Palindrome Partitioning Problem
Problem Statement
Given a string s, find the minimum number of cuts needed to partition the string such that every substring in the partition is a palindrome.
Example:
-
Input:
s = "aab" -
Output:
1 -
Explanation: One cut:
"aa" | "b". Both"aa"and"b"are palindromes. -
Input:
s = "abcba" -
Output:
0 -
Explanation: The entire string is already a palindrome, so no cuts needed.
Noob-Friendly Explanation
Imagine you have a ribbon with letters written on it. You need to cut the ribbon into pieces such that each piece reads the same forwards and backwards (palindrome). What's the minimum number of cuts you need?
For "aab": if you cut between the second a and b, you get "aa" (palindrome!) and "b" (palindrome!). That's just 1 cut. You can't do it with 0 cuts because "aab" isn't a palindrome.
Approach 1: Brute Force (Recursion)
Intuition
Try every possible position for the first cut. For each cut, if the left part is a palindrome, recursively find the minimum cuts for the right part.
Algorithm
- If the entire string is a palindrome, return 0.
- Try every cut position
i. Ifs[0..i]is a palindrome, recursively solve fors[i+1..n-1]and add 1 cut. - Return the minimum cuts found.
class Solution {
public int minCuts(String s) {
return solve(s, 0, s.length() - 1);
}
private int solve(String s, int i, int j) {
if (i >= j || isPalindrome(s, i, j)) return 0;
int minCuts = Integer.MAX_VALUE;
for (int k = i; k < j; k++) {
if (isPalindrome(s, i, k)) {
int cuts = 1 + solve(s, k + 1, j);
minCuts = Math.min(minCuts, cuts);
}
}
return minCuts;
}
private boolean isPalindrome(String s, int left, int right) {
while (left < right) {
if (s.charAt(left) != s.charAt(right)) return false;
left++;
right--;
}
return true;
}
}Complexity Analysis
- Time Complexity: O(2^n) - In the worst case, we try all possible partitions.
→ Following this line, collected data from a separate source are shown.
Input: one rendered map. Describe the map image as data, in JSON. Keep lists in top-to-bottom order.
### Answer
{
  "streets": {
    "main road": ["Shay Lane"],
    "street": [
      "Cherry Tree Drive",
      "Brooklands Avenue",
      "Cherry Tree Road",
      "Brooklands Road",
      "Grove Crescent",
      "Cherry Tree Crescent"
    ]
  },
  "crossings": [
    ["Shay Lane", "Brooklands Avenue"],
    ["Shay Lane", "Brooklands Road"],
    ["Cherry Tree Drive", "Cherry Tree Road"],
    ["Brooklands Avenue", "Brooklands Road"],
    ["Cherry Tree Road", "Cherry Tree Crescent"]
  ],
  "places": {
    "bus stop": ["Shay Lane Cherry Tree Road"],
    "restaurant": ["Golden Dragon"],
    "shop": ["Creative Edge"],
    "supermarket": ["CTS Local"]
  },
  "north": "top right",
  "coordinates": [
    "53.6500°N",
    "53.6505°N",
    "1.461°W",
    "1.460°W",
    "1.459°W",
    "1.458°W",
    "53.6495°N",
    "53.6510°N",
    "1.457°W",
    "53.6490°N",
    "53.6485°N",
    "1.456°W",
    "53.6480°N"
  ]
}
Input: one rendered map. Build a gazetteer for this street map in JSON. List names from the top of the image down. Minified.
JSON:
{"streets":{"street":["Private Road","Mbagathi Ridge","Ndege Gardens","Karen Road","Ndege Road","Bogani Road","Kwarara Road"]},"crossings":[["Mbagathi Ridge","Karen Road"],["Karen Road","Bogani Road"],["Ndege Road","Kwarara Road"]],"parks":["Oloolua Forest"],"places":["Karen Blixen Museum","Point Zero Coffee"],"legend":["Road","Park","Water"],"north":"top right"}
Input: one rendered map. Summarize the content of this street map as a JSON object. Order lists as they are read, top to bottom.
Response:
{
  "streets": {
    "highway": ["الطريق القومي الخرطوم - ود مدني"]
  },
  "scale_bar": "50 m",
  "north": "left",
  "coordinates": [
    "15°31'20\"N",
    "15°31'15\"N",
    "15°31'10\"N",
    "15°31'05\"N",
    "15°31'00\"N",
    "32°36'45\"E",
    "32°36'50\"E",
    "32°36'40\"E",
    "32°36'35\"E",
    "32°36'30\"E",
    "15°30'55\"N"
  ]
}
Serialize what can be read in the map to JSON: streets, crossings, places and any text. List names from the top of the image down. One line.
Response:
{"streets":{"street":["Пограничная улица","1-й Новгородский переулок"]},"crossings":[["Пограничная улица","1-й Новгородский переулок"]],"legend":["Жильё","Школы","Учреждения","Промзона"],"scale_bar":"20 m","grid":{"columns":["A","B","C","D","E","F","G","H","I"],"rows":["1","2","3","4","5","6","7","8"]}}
- Space Complexity: O(n) - Recursion stack depth.
Approach 2: Optimal (Dynamic Programming)
Intuition
We use two DP tables: one to precompute which substrings are palindromes, and another to find the minimum cuts. cuts[i] = minimum cuts for substring s[0..i].
Algorithm
- Precompute
isPalin[i][j]= true ifs[i..j]is a palindrome (using DP). - Create
cuts[i]= minimum cuts fors[0..i]. - If
s[0..i]is a palindrome,cuts[i] = 0. - Otherwise, try every
jfrom 0 to i-1: ifs[j+1..i]is a palindrome,cuts[i] = min(cuts[i], cuts[j] + 1).
class Solution {
public int minCuts(String s) {
int n = s.length();
// Step 1: Precompute palindrome table
boolean[][] isPalin = new boolean[n][n];
for (int i = n - 1; i >= 0; i--) {
for (int j = i; j < n; j++) {
if (s.charAt(i) == s.charAt(j)) {
if (j - i <= 2) {
isPalin[i][j] = true;
} else {
isPalin[i][j] = isPalin[i + 1][j - 1];
}
}
}
}
// Step 2: Find minimum cuts
int[] cuts = new int[n];
for (int i = 0; i < n; i++) {
if (isPalin[0][i]) {
cuts[i] = 0; // Whole substring is palindrome
} else {
cuts[i] = Integer.MAX_VALUE;
for (int j = 0; j < i; j++) {
if (isPalin[j + 1][i]) {
cuts[i] = Math.min(cuts[i], cuts[j] + 1);
}
}
}
}
return cuts[n - 1];
}
}Complexity Analysis
- Time Complexity: O(n^2) - Precomputing palindromes takes O(n^2) and finding cuts takes O(n^2).
- Space Complexity: O(n^2) - For the palindrome table.